◆ **Your instructions**
Could you copy each line of the listing that holds "Route"?

◆ **Records for processing**

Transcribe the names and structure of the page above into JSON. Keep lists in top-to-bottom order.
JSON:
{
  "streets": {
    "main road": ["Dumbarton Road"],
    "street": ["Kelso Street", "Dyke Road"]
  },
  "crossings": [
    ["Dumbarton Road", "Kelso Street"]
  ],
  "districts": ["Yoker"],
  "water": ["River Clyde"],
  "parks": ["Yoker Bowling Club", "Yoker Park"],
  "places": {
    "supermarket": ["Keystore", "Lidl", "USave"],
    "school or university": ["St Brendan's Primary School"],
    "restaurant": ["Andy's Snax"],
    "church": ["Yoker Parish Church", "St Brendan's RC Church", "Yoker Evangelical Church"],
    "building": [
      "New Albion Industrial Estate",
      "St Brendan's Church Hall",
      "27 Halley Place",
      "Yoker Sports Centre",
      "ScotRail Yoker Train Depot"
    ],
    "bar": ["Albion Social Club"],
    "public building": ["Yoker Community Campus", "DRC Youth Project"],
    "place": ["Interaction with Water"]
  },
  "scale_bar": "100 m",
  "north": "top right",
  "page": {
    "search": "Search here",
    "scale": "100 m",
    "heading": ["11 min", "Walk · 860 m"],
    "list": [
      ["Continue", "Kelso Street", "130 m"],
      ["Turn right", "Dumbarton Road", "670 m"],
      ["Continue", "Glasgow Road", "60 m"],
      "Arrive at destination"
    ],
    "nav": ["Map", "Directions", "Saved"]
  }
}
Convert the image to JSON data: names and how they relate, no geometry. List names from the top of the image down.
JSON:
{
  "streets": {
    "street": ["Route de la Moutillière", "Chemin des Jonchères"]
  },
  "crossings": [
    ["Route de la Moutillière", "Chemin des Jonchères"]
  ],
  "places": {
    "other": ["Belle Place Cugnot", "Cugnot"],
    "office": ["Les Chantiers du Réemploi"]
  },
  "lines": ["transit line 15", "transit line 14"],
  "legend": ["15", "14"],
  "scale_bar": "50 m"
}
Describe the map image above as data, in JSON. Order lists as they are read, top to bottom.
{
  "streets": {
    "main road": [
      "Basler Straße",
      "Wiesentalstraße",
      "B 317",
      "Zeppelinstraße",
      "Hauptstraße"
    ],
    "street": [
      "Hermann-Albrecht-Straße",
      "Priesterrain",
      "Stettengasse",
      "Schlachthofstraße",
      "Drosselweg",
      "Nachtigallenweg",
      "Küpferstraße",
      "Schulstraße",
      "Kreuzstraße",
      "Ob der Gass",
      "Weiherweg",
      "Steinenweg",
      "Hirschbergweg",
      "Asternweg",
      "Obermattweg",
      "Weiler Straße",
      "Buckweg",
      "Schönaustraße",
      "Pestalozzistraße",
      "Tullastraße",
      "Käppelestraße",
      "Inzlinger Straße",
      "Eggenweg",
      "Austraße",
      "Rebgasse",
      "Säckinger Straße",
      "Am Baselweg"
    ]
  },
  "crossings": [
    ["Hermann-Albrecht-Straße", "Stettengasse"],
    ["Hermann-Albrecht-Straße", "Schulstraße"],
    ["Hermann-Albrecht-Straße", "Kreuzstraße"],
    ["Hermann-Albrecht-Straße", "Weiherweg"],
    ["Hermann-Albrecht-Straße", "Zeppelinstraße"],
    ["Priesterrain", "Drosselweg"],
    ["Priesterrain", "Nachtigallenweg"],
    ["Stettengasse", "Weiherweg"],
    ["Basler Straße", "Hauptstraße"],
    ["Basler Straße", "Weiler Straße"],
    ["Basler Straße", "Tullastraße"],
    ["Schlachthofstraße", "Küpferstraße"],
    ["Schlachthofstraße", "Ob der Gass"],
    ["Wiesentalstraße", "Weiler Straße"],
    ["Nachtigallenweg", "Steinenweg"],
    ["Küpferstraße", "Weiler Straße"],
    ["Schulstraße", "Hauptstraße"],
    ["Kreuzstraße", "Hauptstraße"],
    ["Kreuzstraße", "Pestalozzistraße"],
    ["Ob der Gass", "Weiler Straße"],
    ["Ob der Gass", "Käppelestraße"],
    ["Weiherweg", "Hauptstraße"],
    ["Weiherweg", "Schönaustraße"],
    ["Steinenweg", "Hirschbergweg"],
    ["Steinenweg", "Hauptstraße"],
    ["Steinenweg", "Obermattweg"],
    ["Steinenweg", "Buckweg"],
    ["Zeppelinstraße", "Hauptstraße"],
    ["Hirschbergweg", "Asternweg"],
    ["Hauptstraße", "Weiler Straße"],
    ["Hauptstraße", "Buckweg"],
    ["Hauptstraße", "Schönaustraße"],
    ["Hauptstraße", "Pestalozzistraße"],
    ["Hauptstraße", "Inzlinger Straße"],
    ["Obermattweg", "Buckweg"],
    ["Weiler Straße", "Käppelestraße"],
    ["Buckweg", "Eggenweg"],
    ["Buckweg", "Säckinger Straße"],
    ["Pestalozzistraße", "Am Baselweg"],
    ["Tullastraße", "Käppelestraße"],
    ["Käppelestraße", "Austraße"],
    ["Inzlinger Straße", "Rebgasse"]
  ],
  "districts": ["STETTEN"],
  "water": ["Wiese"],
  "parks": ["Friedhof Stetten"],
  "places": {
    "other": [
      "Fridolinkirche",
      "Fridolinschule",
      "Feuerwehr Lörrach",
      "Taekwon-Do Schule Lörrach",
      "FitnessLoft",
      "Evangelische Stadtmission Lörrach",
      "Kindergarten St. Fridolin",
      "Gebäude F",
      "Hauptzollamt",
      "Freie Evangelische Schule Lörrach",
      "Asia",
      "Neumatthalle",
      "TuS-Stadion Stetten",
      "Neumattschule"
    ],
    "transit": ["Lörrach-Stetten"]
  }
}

◆ **Your solution**
    "street": ["Route de la Moutillière", "Chemin des Jonchères"]
    ["Route de la Moutillière", "Chemin des Jonchères"]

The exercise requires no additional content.